Eben, da er so stand, ließen sich klirrende Tritte durch sein Vorstübchen gegen sein Gemach vernehmen. Er riß den Brief, der auf dem Tische lag, an sich, verbarg ihn in der Tasche, und ward so roth, als hätte er eine Schandthat begangen. Es geschahen ein paar nachlässige Schläge an seine Thür, und ohne Umstände trat der Besuch herein. Es war eben so ein junger Mann kriegerischen Ansehens, wie wir oben von ihnen geredet haben. An den Stiefeln tönten die Sporen. Unter einem rauhen »guten Tag, Freund,« legte er den Hut hin, warf sich in den Armsessel, und begann ein Gespräch, das er über den Dienst, über lange Weile, über Theater, Mädchen und Pferde führte. Hugo hörte ihn an, und erwiederte manchmal etwas auf höfliche Weise.
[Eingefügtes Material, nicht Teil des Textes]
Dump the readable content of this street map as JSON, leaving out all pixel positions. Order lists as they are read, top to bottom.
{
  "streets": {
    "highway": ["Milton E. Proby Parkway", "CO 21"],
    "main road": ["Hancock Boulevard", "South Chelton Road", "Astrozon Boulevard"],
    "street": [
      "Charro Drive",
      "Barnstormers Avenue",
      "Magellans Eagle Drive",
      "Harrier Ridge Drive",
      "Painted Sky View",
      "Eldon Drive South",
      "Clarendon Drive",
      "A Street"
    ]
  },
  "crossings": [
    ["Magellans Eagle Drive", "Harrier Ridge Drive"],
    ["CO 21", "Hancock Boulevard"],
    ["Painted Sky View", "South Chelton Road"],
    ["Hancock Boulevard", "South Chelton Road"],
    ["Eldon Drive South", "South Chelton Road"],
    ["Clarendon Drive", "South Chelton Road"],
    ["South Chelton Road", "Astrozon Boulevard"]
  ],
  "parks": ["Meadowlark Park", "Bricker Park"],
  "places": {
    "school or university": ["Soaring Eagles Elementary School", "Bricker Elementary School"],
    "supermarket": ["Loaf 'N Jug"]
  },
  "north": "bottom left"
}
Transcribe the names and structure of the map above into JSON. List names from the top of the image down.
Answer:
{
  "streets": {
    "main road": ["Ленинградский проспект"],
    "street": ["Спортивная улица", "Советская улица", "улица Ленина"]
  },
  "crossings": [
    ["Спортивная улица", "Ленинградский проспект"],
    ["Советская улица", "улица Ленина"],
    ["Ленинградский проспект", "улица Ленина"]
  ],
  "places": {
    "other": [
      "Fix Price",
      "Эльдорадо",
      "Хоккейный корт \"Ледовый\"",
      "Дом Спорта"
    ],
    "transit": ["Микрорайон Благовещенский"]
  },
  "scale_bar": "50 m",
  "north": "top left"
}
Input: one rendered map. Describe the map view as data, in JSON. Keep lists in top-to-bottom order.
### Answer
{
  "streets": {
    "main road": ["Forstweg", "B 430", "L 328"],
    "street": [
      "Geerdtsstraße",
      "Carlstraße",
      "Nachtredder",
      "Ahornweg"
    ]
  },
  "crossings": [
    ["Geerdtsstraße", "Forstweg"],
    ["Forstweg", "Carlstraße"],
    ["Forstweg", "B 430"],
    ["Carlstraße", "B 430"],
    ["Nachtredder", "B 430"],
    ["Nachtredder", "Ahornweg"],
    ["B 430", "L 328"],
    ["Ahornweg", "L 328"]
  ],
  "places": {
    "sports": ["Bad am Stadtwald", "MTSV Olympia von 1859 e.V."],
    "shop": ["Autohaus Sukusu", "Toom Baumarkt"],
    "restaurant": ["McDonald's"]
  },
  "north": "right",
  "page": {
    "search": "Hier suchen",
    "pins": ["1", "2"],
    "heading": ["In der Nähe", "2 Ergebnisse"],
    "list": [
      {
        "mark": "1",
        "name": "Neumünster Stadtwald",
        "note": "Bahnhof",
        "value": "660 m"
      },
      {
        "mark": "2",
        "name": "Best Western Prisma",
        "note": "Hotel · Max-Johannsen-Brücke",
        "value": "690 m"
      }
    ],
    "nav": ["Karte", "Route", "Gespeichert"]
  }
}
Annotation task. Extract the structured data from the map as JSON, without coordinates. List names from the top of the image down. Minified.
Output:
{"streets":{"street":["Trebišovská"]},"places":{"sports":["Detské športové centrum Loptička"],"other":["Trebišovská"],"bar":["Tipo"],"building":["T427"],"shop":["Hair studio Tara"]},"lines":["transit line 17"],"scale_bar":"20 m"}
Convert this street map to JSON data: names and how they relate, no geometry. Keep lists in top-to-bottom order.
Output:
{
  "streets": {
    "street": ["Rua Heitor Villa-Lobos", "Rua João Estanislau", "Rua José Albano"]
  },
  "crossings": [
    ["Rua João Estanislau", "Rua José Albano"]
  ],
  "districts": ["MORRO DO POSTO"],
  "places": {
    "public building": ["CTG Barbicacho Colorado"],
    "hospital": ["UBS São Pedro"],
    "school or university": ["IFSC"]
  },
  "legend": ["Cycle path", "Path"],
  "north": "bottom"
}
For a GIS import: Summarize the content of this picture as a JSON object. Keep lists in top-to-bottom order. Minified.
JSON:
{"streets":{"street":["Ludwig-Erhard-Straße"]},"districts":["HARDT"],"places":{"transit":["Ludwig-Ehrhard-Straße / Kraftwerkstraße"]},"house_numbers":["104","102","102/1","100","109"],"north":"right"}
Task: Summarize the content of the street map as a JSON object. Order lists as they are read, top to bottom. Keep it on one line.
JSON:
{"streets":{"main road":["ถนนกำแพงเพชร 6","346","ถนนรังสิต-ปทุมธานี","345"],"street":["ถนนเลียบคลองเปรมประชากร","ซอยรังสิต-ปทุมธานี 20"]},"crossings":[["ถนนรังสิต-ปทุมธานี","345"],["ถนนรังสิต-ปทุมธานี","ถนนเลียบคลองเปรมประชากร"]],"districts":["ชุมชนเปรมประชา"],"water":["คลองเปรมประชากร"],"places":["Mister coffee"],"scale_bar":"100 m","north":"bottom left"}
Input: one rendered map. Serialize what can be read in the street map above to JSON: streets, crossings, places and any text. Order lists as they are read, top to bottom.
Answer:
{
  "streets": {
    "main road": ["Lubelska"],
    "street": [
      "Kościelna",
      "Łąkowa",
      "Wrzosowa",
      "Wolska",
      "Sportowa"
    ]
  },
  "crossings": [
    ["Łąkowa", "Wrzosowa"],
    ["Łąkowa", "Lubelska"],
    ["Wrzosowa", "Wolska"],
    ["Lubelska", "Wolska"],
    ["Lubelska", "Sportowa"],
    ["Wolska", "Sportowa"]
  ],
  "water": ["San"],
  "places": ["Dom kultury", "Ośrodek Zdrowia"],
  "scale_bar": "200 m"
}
Als er endlich fragte, ob sich denn gar nichts neues zugetragen habe, das nur einige Abwechslung in die Zeit bringe, sagte ihm Hugo von dem Briefe nichts, sondern erwiederte, daß sich wahrscheinlich nichts zugetragen habe, was man seiner besondern Aufmerksamkeit werth halten und ihm anvertrauen möchte.

Da Hugo's Bekannte schon wußten, daß er sich in seiner gewohnten Eintheilung der Zeit nicht irre machen ließe, so trat er auch jetzt an den Tisch, und fing auf seinen großen schwarzen Schiefertafeln aus einem Buche zu rechnen an. Der Mann, der zu Besuche da war, nahm seine Pfeife heraus, rauchte, blätterte in einem Buche, und begleitete endlich Hugo aus dem Hause, da dieser den Griffel weglegte und erklärte, daß er jetzt zu seinem Mittagsessen gehen werde. An der Schwelle des Gasthauses, in dem Hugo gewöhnlich aß, trennten sie sich.

Am andern Tage, genau als die Uhr von Sanct Peter zehn schlug, trat Hugo durch das große Thor in die Kirche. Er hatte wohl flüchtig daran gedacht, daß die Bestellung etwa ein Scherz eines seiner Kameraden sein könnte; aber zum Theile stand er mit keinem so, daß dieser Scherz leicht denkbar gewesen wäre, zum andern Theile hatte er sich nichts vergeben, wenn er kam, selbst wenn ein Scherz statt gefunden haben sollte.